To do: Write out nothing but the lines from the first line of the entries below through the line with "width:45px; height:45px; display:grid;"; no pictures go in.

[Stored data entries]
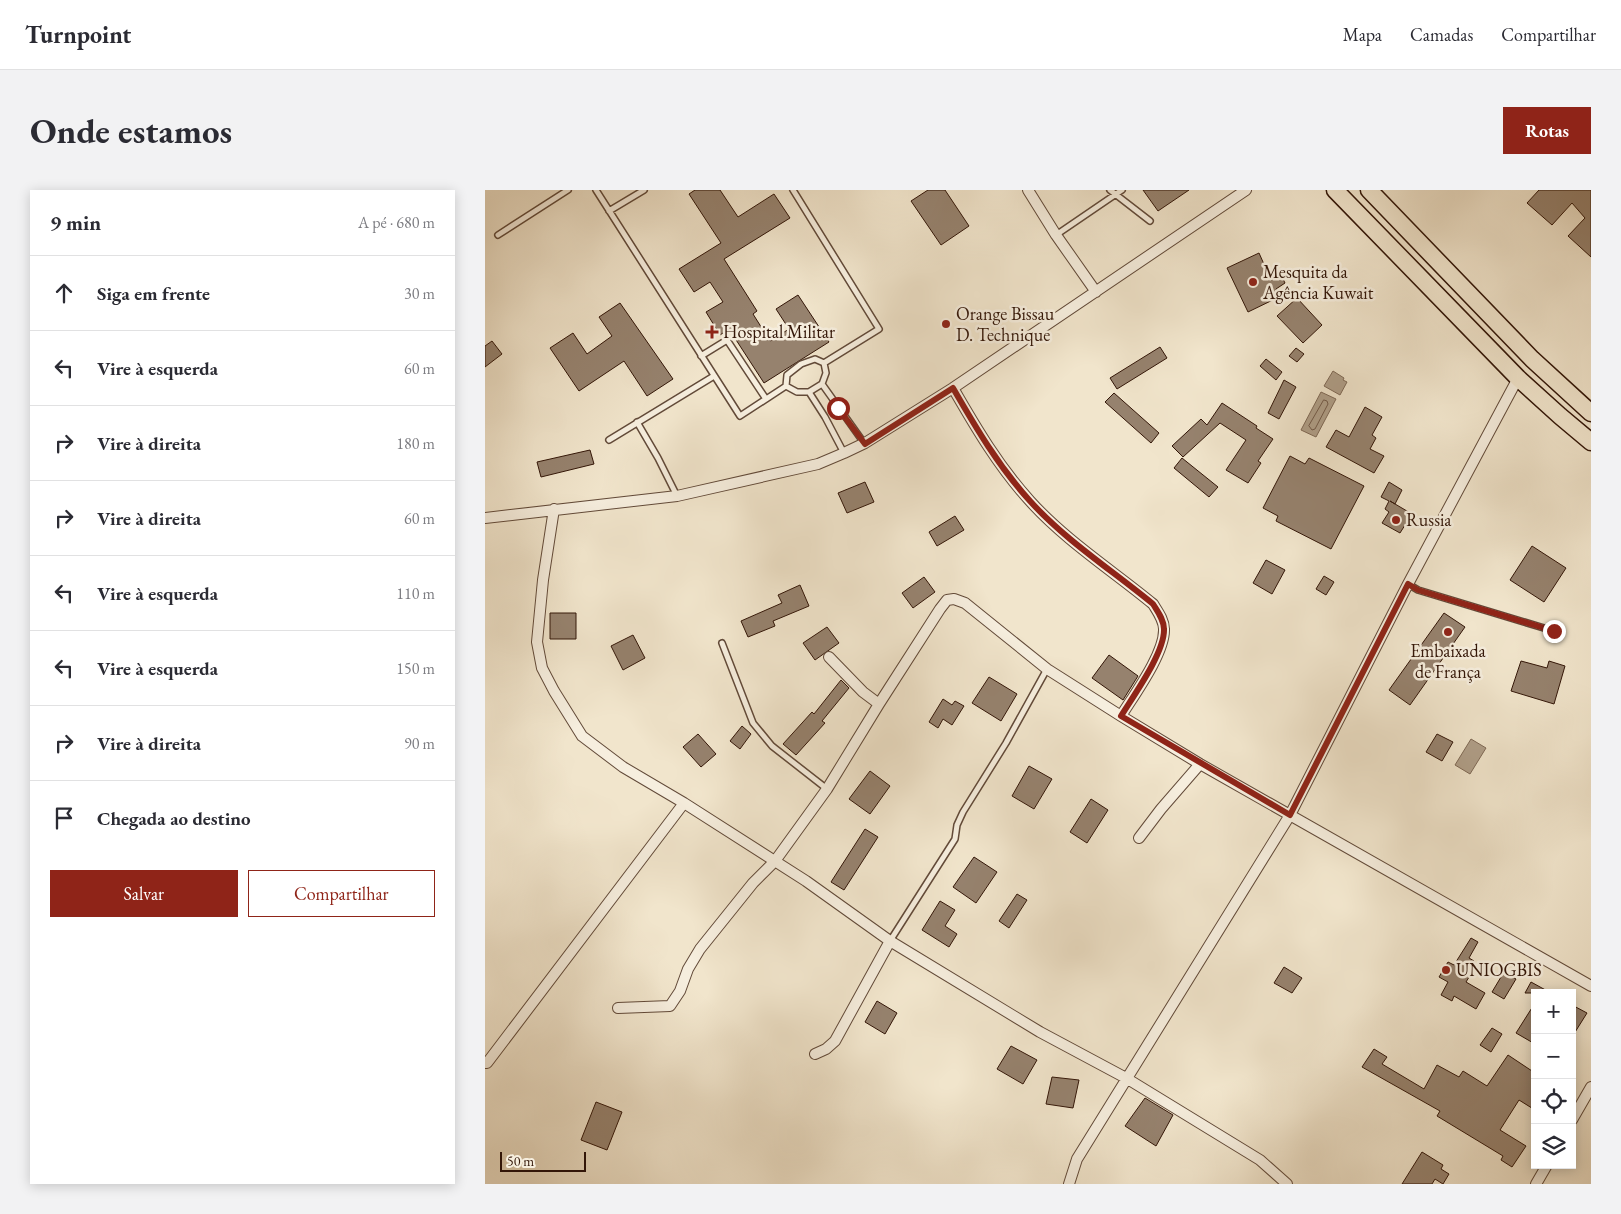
<!DOCTYPE html>
<html lang="pt">
<head>
<meta charset="utf-8">
<style>
	:root { --surface:#fff; --page:#f2f2f3; --text:#2b2b33; --muted:#7c7c81; --line:#e1e1e2; --accent:#8f2418 }
	body { margin:0; font-family:"EB Garamond",serif; background:var(--page); color:var(--text) }
	.controls { position:absolute; right:15px; bottom:15px; display:grid; overflow:hidden; border-radius:0px; box-shadow:0 2px 12px #0003 }
	.controls button { width:45px; height:45px; display:grid; place-items:center; padding:0; border:0; border-bottom:1px solid var(--line); background:var(--surface); color:var(--text); font:25px sans-serif }
	.scale { position:absolute; left:15px; bottom:12px; width:86px; box-sizing:border-box; padding-left:5px; border:2px solid #331608; border-top:0; font-size:14px; line-height:18px; white-space:nowrap; color:#331608; -webkit-text-stroke:4px #f6eede; paint-order:stroke }
	.stop { position:absolute; width:15px; height:15px; margin:-11px; border:4px solid #8f2418; border-radius:50%; background:#fff }
	.stop.end { background:#8f2418; border-color:#fff; box-shadow:0 1px 5px #0008 }
	.list { margin:0; padding:0; list-style:none }
	h2 { display:flex; justify-content:space-between; align-items:center; height:65px; margin:0; padding:0 20px; font-size:21px }
	h2 small { font-size:16px; font-weight:400; color:var(--muted) }
	.list li { display:grid; grid-template-columns:32px 1fr auto; gap:15px; align-items:center; box-sizing:border-box; height:75px; padding:0 20px; border-top:1px solid var(--line) }
	.list b { display:block; font-size:19px; white-space:nowrap }
	.list em { font-size:16px; font-style:normal; color:var(--muted) }
	.actions { display:flex; gap:10px; padding:15px 20px }
	.actions a { flex:1; padding:11px 0; border:1px solid var(--accent); border-radius:0px; text-align:center; font-size:18px; color:var(--accent) }
	.actions .main { background:var(--accent); color:#fff }
	.icon { flex:none; width:28px; height:28px; fill:none; stroke:currentColor; stroke-width:2; stroke-linecap:round; stroke-linejoin:round }
	.map { position:relative; flex:none; width:1106px; height:994px; overflow:hidden; border-radius:0px }
	header { display:flex; align-items:center; gap:30px; box-sizing:border-box; height:70px; padding:0 25px; background:var(--surface); border-bottom:1px solid var(--line) }
	header strong { font-size:24px }
	nav { display:flex; gap:28px; margin-inline-start:auto; font-size:18px }
	.intro { display:flex; align-items:center; justify-content:space-between; box-sizing:border-box; height:120px; padding:0 30px }
	h1 { margin:0; font-size:35px }
	.button { padding:12px 22px; border-radius:0px; background:var(--accent); color:#fff; font-size:18px; font-weight:700 }
	main { display:flex; gap:30px; padding:0 30px }
	aside { flex:1; background:var(--surface); border-radius:0px; box-shadow:0 2px 12px #0003 }
	.map>svg:first-child { display:block }
</style>
</head>
<body>
<header>
<strong>Turnpoint</strong>
<nav><a>Mapa</a><a>Camadas</a><a>Compartilhar</a></nav>
</header>
<div class="intro"><h1>Onde estamos</h1><a class="button">Rotas</a></div>
<main>
<aside>
<h2>9 min<small>A pé · 680 m</small></h2>
<ul class="list">
<li><svg class="icon" aria-label="ahead" viewBox="0 0 24 24"><path d="M12 20V5M6 11l6-6 6 6"/></svg><div><b>Siga em frente</b></div><em>30 m</em></li>
<li><svg class="icon" aria-label="left" viewBox="0 0 24 24"><path d="M17 20v-9H6M10 6l-5 5 5 5"/></svg><div><b>Vire à esquerda</b></div><em>60 m</em></li>
<li><svg class="icon" aria-label="right" viewBox="0 0 24 24"><path d="M7 20v-9h11M14 6l5 5-5 5"/></svg><div><b>Vire à direita</b></div><em>180 m</em></li>
<li><svg class="icon" aria-label="right" viewBox="0 0 24 24"><path d="M7 20v-9h11M14 6l5 5-5 5"/></svg><div><b>Vire à direita</b></div><em>60 m</em></li>
<li><svg class="icon" aria-label="left" viewBox="0 0 24 24"><path d="M17 20v-9H6M10 6l-5 5 5 5"/></svg><div><b>Vire à esquerda</b></div><em>110 m</em></li>
<li><svg class="icon" aria-label="left" viewBox="0 0 24 24"><path d="M17 20v-9H6M10 6l-5 5 5 5"/></svg><div><b>Vire à esquerda</b></div><em>150 m</em></li>
<li><svg class="icon" aria-label="right" viewBox="0 0 24 24"><path d="M7 20v-9h11M14 6l5 5-5 5"/></svg><div><b>Vire à direita</b></div><em>90 m</em></li>
<li><svg class="icon" aria-label="arrive" viewBox="0 0 24 24"><path d="M6 21V4h12l-3 4 3 4H6"/></svg><div><b>Chegada ao destino</b></div></li>
</ul>
<div class="actions"><a class="main">Salvar</a><a>Compartilhar</a></div>
</aside>
<div class="map">
<svg width="1106" height="994" viewBox="0 0 1106 994">
	<rect width="100%" height="100%" fill="#f1e5cc"/>
	<filter id="stains"><feTurbulence type="fractalNoise" baseFrequency=".004" numOctaves="4"/><feColorMatrix values="0 0 0 0 .2 0 0 0 0 .09 0 0 0 0 .02 0 0 0 .5 -.17"/></filter>
	<radialGradient id="worn" r=".72"><stop offset=".6" stop-color="#630" stop-opacity="0"/><stop offset="1" stop-color="#630" stop-opacity=".3"/></radialGradient>
	<path fill="#b09f89" stroke="#7e6855" d="M848,181L859,188L858,190L862,192L855,205L839,196Z
		M836,202L851,209L831,247L816,240Z
		M986,549L1001,558L985,584L970,575Z"/>
	<g fill="none" stroke-linecap="round" stroke-linejoin="round">
		<path stroke="#725a48" stroke-width="1" d="M839,210L842,211L843,214L830,239L827,240L824,236Z"/>
	</g>
	<path fill="#96826e" stroke="#331608" d="M210,0H235L253,27L289,4L305,28L239,69L272,121L268,124L285,151L304,139L291,119L313,105L344,152L279,193L244,139L235,145L221,122L238,112L225,92L209,102L194,79L236,53L204,4Z
		M443,0H460L484,36L456,55L426,11Z
		M658,0H704L673,21Z
		M1054,0H1106V67L1083,46L1100,28L1087,13L1067,35L1042,13Z
		M774,63L786,90L796,85L800,93L791,99L794,107L763,122L742,78Z
		M812,108L837,135L818,153L792,126Z
		M135,113L188,189L162,206L139,171L94,201L65,158L88,143L102,164L127,146L114,127Z
		M7,151L17,164L0,177V156Z
		M675,157L682,168L632,199L625,188Z
		M811,158L819,164L812,172L804,166Z
		M781,169L797,182L791,190L775,176Z
		M799,190L811,197L794,229L783,223Z
		M629,203L674,243L666,253L620,212Z
		M737,213L772,236L771,238L788,249L773,271L776,273L763,293L741,280L761,250L735,233L698,267L687,256L716,229L722,235Z
		M880,217L897,227L887,245L891,248L885,259L899,266L889,283L841,257L851,240L864,247Z
		M105,260L109,274L56,287L52,272Z
		M805,266L820,274L824,268L879,296L846,359L791,331L793,326L778,318Z
		M697,268L733,297L724,307L689,278Z
		M380,292L389,312L362,323L353,303Z
		M904,292L917,300L910,314L905,311L927,324L915,343L897,333L904,322L900,319L904,311L896,307Z
		M470,326L479,340L452,356L444,342Z
		M1047,356L1081,378L1059,412L1025,390Z
		M781,370L800,380L787,404L768,393Z
		M839,386L849,392L841,405L831,399Z
		M439,387L450,402L428,418L417,403Z
		M315,395L324,416L288,431L290,436L263,447L256,431L297,413L293,405Z
		M65,423H91V449H65Z
		M959,423L980,437L925,515L904,500Z
		M342,437L354,453L330,470L318,453Z
		M148,445L160,468L138,480L126,456Z
		M624,465L653,486L638,510L607,488Z
		M1036,471L1062,478L1064,471L1080,476L1069,514L1026,501Z
		M504,487L532,504L516,531L487,513Z
		M356,490L364,498L337,531L340,533L311,565L298,554L327,522L329,524Z
		M458,509L467,515L470,511L479,516L467,535L458,529L453,538L444,532Z
		M257,536L266,544L255,559L245,551Z
		M213,544L231,564L216,577L198,557Z
		M952,544L968,552L957,571L941,562Z
		M544,576L567,589L549,619L527,606Z
		M385,581L405,596L385,624L364,609Z
		M606,609L623,620L602,653L585,642Z
		M380,639L393,647L359,700L346,692Z
		M489,667L512,682L491,713L468,697Z
		M532,704L542,710L524,738L514,731Z
		M455,711L470,720L460,736L472,744L464,757L437,740Z
		M986,748L993,752L984,768L989,771L986,777L989,779L981,792L1000,803L991,819L969,806L967,811L956,805L963,792L954,787L963,772L969,775Z
		M799,777L817,788L807,803L789,793Z
		M1019,782L1031,789L1019,809L1007,802Z
		M1046,792L1066,803H1040Z
		M392,811L412,823L400,844L380,832Z
		M1050,813V854L1031,843Z
		M1087,815L1102,823L1087,847Z
		M1007,838L1017,844L1006,862L995,855Z
		M526,856L552,870L538,894L512,879Z
		M889,859L902,867L897,874L939,899L952,875L974,887L978,881L1002,896L1023,865L1050,883V920L1034,910L1015,940L1041,956L1027,977L1016,970L1018,966L952,926L955,921L877,877Z
		M567,887L594,890L588,918L561,914Z
		M660,908L688,925L671,956L640,936Z
		M111,912L137,922L122,960L96,950Z
		M937,962L958,975L956,979L964,984L958,994L950,989L947,994H917Z"/>
	<g fill="none" stroke-linecap="round" stroke-linejoin="round">
		<defs>
			<path id="service" d="M111,0L255,226L301,196L302,185L316,174L330,169L339,173L341,183L337,194L324,202H312L301,196
				M308,0L394,139L339,173
				M625,0L665,31
				M124,21L159,0
				M13,45L83,0
				M571,45L637,0
				M216,166L242,150L281,209
				M337,194L379,253
				M324,202L340,227L359,263
				M152,232L173,268L192,306
				M124,250L229,186
				M923,394L933,400L1069,441
				M237,453L268,533L287,556L342,599
				M405,751L470,649L472,635L478,622L521,553L562,479"/>
			<path id="minor" d="M543,0L571,45L611,102
				M468,198C491,238 514,277 545,311C580,350 628,381 668,414C673,422 679,430 679,439C680,463 649,505 636,526
				M69,319L58,390L52,452L57,478L69,501L97,546L138,577L199,613L321,691L405,751L555,842L641,888L775,970L802,994
				M0,328L192,306L333,274L359,263L380,253L468,198L761,0
				M344,467L378,502L394,514
				M654,648L676,619L715,574
				M133,818L185,816L195,801L203,779L215,759L268,693L290,671L342,599L394,514L455,419L462,410L469,409L480,413L562,479L636,526L715,574L1106,796
				M330,864L341,859L350,851L405,751
				M0,873H2L199,613
				M1087,930L1106,897
				M584,994L592,969L805,625L923,394L1033,188
				M1051,994L1062,975"/>
			<path id="primary" d="M850,0L1033,188L1075,226L1106,252
				M884,0L1047,169L1106,223"/>
		</defs>
		<use href="#service" stroke="#624a39" stroke-width="8"/>
		<use href="#minor" stroke="#624a39" stroke-width="12"/>
		<use href="#primary" stroke="#331608" stroke-width="19"/>
		<use href="#service" stroke="#f6eede" stroke-width="5"/>
		<use href="#minor" stroke="#f6eede" stroke-width="10"/>
		<use href="#primary" stroke="#f1e5cc" stroke-width="16"/>
	</g>
	<g fill="none" stroke-linecap="round" stroke-linejoin="round">
		<path stroke="#8f2418" stroke-width="6" d="M353,218L380,254L468,198C491,238 514,277 545,311C580,350 628,381 668,414C673,422 679,430 679,439C680,462 649,505 636,526L805,625L923,394L933,400L1069,441"/>
	</g>
	<g fill="#8f2418" stroke="#f6eede" stroke-width="2">
		<circle cx="768" cy="92" r="5"/>
		<circle cx="461" cy="134" r="5"/>
		<path d="M224.5 134.5h5v5h5v5h-5v5h-5v-5h-5v-5h5z"/>
		<circle cx="911" cy="330" r="5"/>
		<circle cx="963" cy="442" r="5"/>
		<circle cx="961" cy="780" r="5"/>
	</g>
	<g text-anchor="middle" stroke-width="5" stroke-linejoin="round" paint-order="stroke">
		<g font-size="18" fill="#331608" stroke="#f6eede" text-anchor="start">
			<text x="778" y="88">Mesquita da<tspan x="778" dy="21">Agência Kuwait</tspan></text>
			<text x="471" y="130">Orange Bissau<tspan x="471" dy="21">D. Technique</tspan></text>
			<text x="238" y="148">Hospital Militar</text>
			<text x="921" y="336">Russia</text>
			<text x="963" y="467" text-anchor="middle">Embaixada<tspan x="963" dy="21">de França</tspan></text>
			<text x="971" y="786">UNIOGBIS</text>
		</g>
	</g>
	<rect width="100%" height="100%" filter="url(#stains)"/>
	<rect width="100%" height="100%" fill="url(#worn)"/>
</svg>
<div class="controls">
<button>+</button>
<button>−</button>
<button><svg class="icon" aria-label="locate" viewBox="0 0 24 24"><circle cx="12" cy="12" r="6"/><path d="M12 2v4M12 18v4M2 12h4M18 12h4"/></svg></button>
<button><svg class="icon" aria-label="layers" viewBox="0 0 24 24"><path d="M12 4l9 5-9 5-9-5zM3 14l9 5 9-5"/></svg></button>
</div>
<div class="scale">50 m</div>
<div class="stop" style="left:353px;top:218px"></div>
<div class="stop end" style="left:1069px;top:441px"></div>
</div>
</main>
</body>
</html>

Exercise answer:
<!DOCTYPE html>
<html lang="pt">
<head>
<meta charset="utf-8">
<style>
	:root { --surface:#fff; --page:#f2f2f3; --text:#2b2b33; --muted:#7c7c81; --line:#e1e1e2; --accent:#8f2418 }
	body { margin:0; font-family:"EB Garamond",serif; background:var(--page); color:var(--text) }
	.controls { position:absolute; right:15px; bottom:15px; display:grid; overflow:hidden; border-radius:0px; box-shadow:0 2px 12px #0003 }
	.controls button { width:45px; height:45px; display:grid; place-items:center; padding:0; border:0; border-bottom:1px solid var(--line); background:var(--surface); color:var(--text); font:25px sans-serif }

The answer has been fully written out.